:: Records shown ::

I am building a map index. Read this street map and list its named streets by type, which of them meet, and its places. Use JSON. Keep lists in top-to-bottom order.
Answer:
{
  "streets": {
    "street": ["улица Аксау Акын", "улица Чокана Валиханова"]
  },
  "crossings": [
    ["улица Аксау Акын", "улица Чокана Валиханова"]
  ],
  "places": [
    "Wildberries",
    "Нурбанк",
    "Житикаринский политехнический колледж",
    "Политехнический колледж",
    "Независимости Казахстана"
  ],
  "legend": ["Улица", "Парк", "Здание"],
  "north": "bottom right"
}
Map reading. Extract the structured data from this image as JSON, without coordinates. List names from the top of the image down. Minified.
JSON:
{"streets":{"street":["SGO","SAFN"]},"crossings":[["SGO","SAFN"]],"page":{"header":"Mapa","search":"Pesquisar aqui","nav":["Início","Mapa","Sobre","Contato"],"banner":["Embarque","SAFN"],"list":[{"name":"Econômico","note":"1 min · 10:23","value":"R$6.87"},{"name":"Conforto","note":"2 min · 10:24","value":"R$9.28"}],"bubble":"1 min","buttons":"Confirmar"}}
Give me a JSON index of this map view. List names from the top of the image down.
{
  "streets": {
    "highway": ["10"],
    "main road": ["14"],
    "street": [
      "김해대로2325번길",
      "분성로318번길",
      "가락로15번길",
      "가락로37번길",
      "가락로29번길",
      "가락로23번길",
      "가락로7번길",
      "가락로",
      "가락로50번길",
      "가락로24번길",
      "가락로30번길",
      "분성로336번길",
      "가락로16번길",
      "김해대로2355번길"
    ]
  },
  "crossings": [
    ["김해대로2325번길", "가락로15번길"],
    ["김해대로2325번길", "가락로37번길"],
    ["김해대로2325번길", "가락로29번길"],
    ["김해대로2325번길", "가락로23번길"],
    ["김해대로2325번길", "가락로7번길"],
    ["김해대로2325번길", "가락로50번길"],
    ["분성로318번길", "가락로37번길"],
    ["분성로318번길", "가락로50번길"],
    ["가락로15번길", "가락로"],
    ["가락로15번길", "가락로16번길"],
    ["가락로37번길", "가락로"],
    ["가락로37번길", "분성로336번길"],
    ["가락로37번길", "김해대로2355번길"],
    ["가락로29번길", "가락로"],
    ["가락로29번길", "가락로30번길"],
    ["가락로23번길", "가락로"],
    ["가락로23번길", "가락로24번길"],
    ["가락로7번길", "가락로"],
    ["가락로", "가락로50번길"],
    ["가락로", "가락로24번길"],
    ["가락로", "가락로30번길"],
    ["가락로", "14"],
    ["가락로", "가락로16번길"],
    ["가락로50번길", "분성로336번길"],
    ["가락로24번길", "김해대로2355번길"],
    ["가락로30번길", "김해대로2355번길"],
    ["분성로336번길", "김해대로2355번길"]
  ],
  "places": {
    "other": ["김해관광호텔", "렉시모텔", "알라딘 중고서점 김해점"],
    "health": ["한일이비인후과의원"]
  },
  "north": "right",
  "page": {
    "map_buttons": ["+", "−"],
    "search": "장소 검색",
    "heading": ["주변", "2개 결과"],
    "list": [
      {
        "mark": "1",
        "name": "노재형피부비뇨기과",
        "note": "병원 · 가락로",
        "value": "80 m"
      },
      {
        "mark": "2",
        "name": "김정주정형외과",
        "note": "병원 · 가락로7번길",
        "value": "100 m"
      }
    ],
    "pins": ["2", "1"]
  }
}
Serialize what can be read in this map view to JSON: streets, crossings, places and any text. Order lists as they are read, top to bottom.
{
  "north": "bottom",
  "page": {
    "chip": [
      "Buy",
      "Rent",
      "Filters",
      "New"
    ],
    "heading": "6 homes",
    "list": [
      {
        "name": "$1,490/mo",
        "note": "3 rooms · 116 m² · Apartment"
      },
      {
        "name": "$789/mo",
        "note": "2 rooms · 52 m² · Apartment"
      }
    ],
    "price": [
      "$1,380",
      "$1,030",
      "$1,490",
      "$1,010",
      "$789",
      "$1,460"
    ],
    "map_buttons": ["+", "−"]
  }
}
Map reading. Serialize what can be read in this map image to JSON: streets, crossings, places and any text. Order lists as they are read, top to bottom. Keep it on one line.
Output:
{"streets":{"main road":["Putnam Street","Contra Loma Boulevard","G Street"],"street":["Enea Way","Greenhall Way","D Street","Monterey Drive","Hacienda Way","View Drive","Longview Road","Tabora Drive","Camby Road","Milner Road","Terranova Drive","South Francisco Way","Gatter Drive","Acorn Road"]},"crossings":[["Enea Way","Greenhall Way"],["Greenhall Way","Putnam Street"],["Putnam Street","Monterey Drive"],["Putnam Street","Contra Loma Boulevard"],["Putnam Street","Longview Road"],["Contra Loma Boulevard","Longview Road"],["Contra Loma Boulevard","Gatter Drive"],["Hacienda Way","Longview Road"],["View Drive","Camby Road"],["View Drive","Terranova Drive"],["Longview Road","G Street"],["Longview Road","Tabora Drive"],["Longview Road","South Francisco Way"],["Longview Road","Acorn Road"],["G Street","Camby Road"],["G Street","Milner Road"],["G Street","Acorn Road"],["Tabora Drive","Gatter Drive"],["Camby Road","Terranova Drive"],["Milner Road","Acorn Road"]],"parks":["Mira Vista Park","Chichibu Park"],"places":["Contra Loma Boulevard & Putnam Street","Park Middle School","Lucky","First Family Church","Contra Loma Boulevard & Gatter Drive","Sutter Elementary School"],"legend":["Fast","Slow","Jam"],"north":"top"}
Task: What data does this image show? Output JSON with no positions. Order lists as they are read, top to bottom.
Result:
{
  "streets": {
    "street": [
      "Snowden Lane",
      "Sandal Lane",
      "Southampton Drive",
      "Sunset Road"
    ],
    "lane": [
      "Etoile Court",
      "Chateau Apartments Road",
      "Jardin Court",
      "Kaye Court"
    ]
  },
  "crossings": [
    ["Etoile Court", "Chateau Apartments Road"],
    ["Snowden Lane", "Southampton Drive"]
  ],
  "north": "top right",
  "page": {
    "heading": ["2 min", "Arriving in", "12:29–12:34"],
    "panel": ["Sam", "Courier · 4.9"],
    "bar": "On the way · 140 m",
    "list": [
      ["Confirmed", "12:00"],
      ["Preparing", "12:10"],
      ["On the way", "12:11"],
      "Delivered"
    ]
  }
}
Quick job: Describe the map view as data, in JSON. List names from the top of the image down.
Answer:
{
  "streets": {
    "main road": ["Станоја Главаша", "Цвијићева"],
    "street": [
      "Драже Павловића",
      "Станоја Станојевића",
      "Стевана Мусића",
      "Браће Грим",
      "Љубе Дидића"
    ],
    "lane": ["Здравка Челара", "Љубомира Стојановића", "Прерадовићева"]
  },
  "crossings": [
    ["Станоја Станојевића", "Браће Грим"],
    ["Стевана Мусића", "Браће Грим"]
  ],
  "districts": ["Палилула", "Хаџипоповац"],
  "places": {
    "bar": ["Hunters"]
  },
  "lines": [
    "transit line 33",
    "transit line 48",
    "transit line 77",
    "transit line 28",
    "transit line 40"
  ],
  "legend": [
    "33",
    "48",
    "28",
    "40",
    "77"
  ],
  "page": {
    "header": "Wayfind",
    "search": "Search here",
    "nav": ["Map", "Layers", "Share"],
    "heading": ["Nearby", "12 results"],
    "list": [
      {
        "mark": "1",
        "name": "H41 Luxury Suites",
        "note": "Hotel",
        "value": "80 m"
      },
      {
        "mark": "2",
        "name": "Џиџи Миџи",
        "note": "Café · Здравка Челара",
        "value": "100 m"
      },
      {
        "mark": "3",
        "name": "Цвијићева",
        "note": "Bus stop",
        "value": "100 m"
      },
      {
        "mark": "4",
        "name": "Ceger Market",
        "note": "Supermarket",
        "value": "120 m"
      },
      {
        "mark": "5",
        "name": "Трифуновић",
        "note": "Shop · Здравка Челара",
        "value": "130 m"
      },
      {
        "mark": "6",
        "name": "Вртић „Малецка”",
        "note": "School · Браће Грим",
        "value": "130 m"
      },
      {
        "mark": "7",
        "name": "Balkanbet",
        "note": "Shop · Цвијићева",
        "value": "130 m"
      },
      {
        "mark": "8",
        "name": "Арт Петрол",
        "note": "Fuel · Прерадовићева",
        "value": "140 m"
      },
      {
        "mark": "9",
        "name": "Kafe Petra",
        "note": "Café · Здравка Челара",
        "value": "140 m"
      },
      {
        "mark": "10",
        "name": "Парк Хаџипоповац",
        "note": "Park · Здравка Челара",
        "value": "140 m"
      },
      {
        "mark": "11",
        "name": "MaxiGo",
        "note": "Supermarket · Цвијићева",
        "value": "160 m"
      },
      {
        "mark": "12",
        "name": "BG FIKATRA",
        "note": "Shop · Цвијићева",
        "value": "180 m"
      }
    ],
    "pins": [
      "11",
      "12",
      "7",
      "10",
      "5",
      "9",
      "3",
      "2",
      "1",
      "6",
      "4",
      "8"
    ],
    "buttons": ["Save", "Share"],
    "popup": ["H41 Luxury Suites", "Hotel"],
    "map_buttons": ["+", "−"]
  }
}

:::

→ **Your task**:
Pull every line with the word "Аксау" from the data.

→ **Worked solution**:
    "street": ["улица Аксау Акын", "улица Чокана Валиханова"]
    ["улица Аксау Акын", "улица Чокана Валиханова"]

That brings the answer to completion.